I am using Facebook Graph API to get contents from a Facebook fan page and then display them into a website. I am doing it like this, and it is working, but somehow, it seems that my hosting provider is limiting my requests every certain time.... So I would like to cache the response and only ask for a new request every 8h for example.
$data = get_data("https://graph.facebook.com/12345678/posts?access_token=1111112222233333&limit=20&fields=full_picture,link,message,likes,comments&date_format=U");
$result = json_decode($data);
The get_data function uses CURL in the following way:
function get_data($url) {
$ch = curl_init();
$timeout = 5;
curl_setopt($ch, CURLOPT_URL, $url);
curl_setopt($ch, CURLOPT_RETURNTRANSFER, 1);
curl_setopt($ch, CURLOPT_CONNECTTIMEOUT, $timeout);
curl_setopt($ch, CURLOPT_SSL_VERIFYPEER, false);
$datos = curl_exec($ch);
curl_close($ch);
return $datos;
}
This works fine, I can output the JSON data response and use it as I like into my website to display the content. But as I mention, in my hosting, this seems to fail every X time, I guess because I am getting limited. I have tried to cache the response using some code I saw here at Stackoverflow. But I cannot figure out how to integrate and use both codes. I have managed to create the cache file, but I cannot manage to read correctly from the cached file and avoid making a new request to Facebook graph API.
// cache files are created like cache/abcdef123456...
$cacheFile = 'cache' . DIRECTORY_SEPARATOR . md5($url);
if (file_exists($cacheFile)) {
$fh = fopen($cacheFile, 'r');
$cacheTime = trim(fgets($fh));
// if data was cached recently, return cached data
if ($cacheTime > strtotime('-60 minutes')) {
return fread($fh);
}
// else delete cache file
fclose($fh);
unlink($cacheFile);
}
$fh = fopen($cacheFile, 'w');
fwrite($fh, time() . "\n");
fwrite($fh, $json);
fclose($fh);
return $json;
Many thanks in advance for your help!
There are some thinks that could come in handy when trying to construct cache and to cache actual object (or even arrays).

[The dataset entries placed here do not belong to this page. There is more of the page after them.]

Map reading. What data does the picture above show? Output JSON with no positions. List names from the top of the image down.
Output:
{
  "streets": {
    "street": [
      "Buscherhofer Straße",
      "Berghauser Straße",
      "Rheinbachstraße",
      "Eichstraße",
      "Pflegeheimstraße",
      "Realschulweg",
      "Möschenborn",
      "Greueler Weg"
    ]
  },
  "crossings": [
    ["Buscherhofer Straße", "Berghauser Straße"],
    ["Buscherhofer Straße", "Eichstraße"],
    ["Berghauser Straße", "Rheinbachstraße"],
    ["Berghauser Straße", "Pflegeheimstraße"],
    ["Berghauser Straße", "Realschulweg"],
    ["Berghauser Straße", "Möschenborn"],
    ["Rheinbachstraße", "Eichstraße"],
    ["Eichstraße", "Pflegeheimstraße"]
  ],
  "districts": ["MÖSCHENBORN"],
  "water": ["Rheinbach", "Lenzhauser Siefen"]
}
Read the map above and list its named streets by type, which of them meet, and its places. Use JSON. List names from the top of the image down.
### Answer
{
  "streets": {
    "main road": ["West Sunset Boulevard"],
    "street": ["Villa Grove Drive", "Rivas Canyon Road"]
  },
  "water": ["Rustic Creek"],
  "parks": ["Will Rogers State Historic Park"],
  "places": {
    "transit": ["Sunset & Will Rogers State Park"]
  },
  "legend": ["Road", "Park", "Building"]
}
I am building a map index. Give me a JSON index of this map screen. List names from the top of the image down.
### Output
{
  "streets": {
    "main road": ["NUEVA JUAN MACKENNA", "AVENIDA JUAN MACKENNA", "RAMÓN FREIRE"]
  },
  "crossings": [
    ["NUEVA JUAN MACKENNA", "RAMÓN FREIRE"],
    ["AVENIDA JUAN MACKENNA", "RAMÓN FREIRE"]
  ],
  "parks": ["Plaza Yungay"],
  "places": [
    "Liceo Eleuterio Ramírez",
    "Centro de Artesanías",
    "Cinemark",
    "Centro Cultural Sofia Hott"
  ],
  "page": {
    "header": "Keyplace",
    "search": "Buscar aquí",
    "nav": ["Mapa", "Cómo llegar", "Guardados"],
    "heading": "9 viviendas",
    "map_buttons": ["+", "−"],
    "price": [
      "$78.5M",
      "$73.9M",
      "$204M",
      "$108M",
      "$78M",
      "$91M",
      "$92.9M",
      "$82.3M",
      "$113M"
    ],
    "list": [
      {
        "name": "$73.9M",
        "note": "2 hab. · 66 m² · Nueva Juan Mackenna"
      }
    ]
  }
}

The functions serialize and unserialize allows you to get a string representation of an object or of an array so you can cache it as plain text and then pop the object/array as it was before from the string.
filectime which allows you to get the last modification date of a file, so when it is created, you can rely on this information to see if your cache is outdated like you tried to implement it.
And for the whole working code, there you go :
function get_data($url) {
/** #var $cache_file is path/to/the/cache/file/based/on/md5/url */
$cache_file = 'cache' . DIRECTORY_SEPARATOR . md5($url);
if(file_exists($cache_file)){
/**
* Using the last modification date of the cache file to check its validity
*/
if(filectime($cache_file) < strtotime('-60 minutes')){
unlink($cache_file);
} else {
echo 'TRACE -- REMOVE ME -- out of cache';
/**
* unserializing the object on the cache file
* so it gets is original "shape" : object, array, ...
*/
return unserialize(file_get_contents($cache_file));
}
}
$ch = curl_init();
$timeout = 5;
curl_setopt($ch, CURLOPT_URL, $url);
curl_setopt($ch, CURLOPT_RETURNTRANSFER, 1);
curl_setopt($ch, CURLOPT_CONNECTTIMEOUT, $timeout);
curl_setopt($ch, CURLOPT_SSL_VERIFYPEER, false);
$data = curl_exec($ch);
curl_close($ch);
/**
* We actually did the curl call so we need to (re)create the cache file
* with the string representation of our curl return we got from serialize
*/
file_put_contents($cache_file, serialize($data));
return $data;
}
PS : note that I changed the $datos variable on your actual function get_data to a more common $data.
This answer will add a few more dependencies to your project, but it may be well worth it instead of rolling your own stuff.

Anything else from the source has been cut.